Das Weg-Wort - Werktagsgedanken aus der Bahnhofkirche Zürich
Weg-Wort vom 28. Dezember 2020
Reisebericht
Herr M. war auf Reisen gewesen, nun hielt er einen Vortrag, und ich war dazu eingeladen. Ich wusste, dass Herr M. spannend erzählen konnte und so sagte ich zu.
Herr M. fasste sich kurz, als er erklärte, wie er sich vorbereitet hatte. Nur was an Utensilien unabdingbar war, nannte er. Er zeigte auch nur einige, aber sorgfältig gewählte Episoden von seiner Anreise,
so dass wir uns innerlich und erwartungsvoll mit ihm auf den Weg machen konnten, ohne gelangweilt zu sein. Nach wenigen Impressionen von der Unterkunft tauchten wir mit ihm in die Landschaft ein: Türkisblaues Wasser wechselte mit Grün in allen Schattierungen.

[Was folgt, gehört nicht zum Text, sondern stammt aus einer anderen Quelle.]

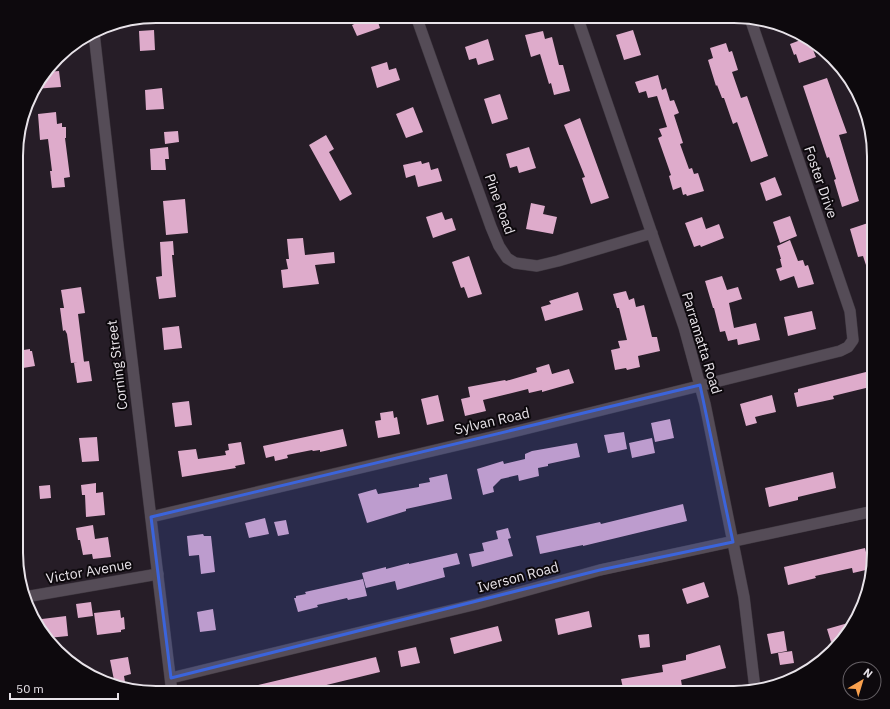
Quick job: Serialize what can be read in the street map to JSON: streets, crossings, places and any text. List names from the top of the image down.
{
  "streets": {
    "street": [
      "Foster Drive",
      "Pine Road",
      "Parramatta Road",
      "Corning Street",
      "Sylvan Road",
      "Victor Avenue",
      "Iverson Road"
    ]
  },
  "crossings": [
    ["Foster Drive", "Sylvan Road"],
    ["Pine Road", "Parramatta Road"],
    ["Parramatta Road", "Sylvan Road"],
    ["Parramatta Road", "Iverson Road"],
    ["Corning Street", "Sylvan Road"],
    ["Corning Street", "Victor Avenue"],
    ["Corning Street", "Iverson Road"]
  ],
  "scale_bar": "50 m",
  "north": "top right"
}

Vogelstimmen waren zu hören. Wir sahen Bauwerke, die sich in die Landschaft fügten. Herr M. liess uns sowohl an Badevergnügen und Bootsfahrten, als auch an Wanderungen und kulturellen Unternehmungen teilhaben.
Herr M. erzählte auch, dass diese Reise ihn verändert hatte. In vieler Hinsicht hatte sich seine Einstellung zum Leben gewandelt. Ich merkte, wie ich immer mehr mitging, als sich der Reisevortrag langsam
dem Ende zuneigte. Es war mir, als hätte Herr M. durch seine Erzählungen und Bilder eine Türe geöffnet und ich hatte dahinter eine wunderbare Landschaft gesehen.
Ich merkte, dass ich Lust bekam, diese Urlaubsgegend auf ähnliche Weise auch einmal zu bereisen, als sich Herrn Ms Tonfall und Haltung änderten. «Sollten wir nicht alle», sagte er, «diesen Ort einmal gesehen haben?» Sollten wir nicht alle zu diesen Erlebnissen
und damit zu den Erkenntnissen gelangen, die er durch diese Reise gewonnen hatte. «Es täte uns doch allen gut», fügte er noch hinzu.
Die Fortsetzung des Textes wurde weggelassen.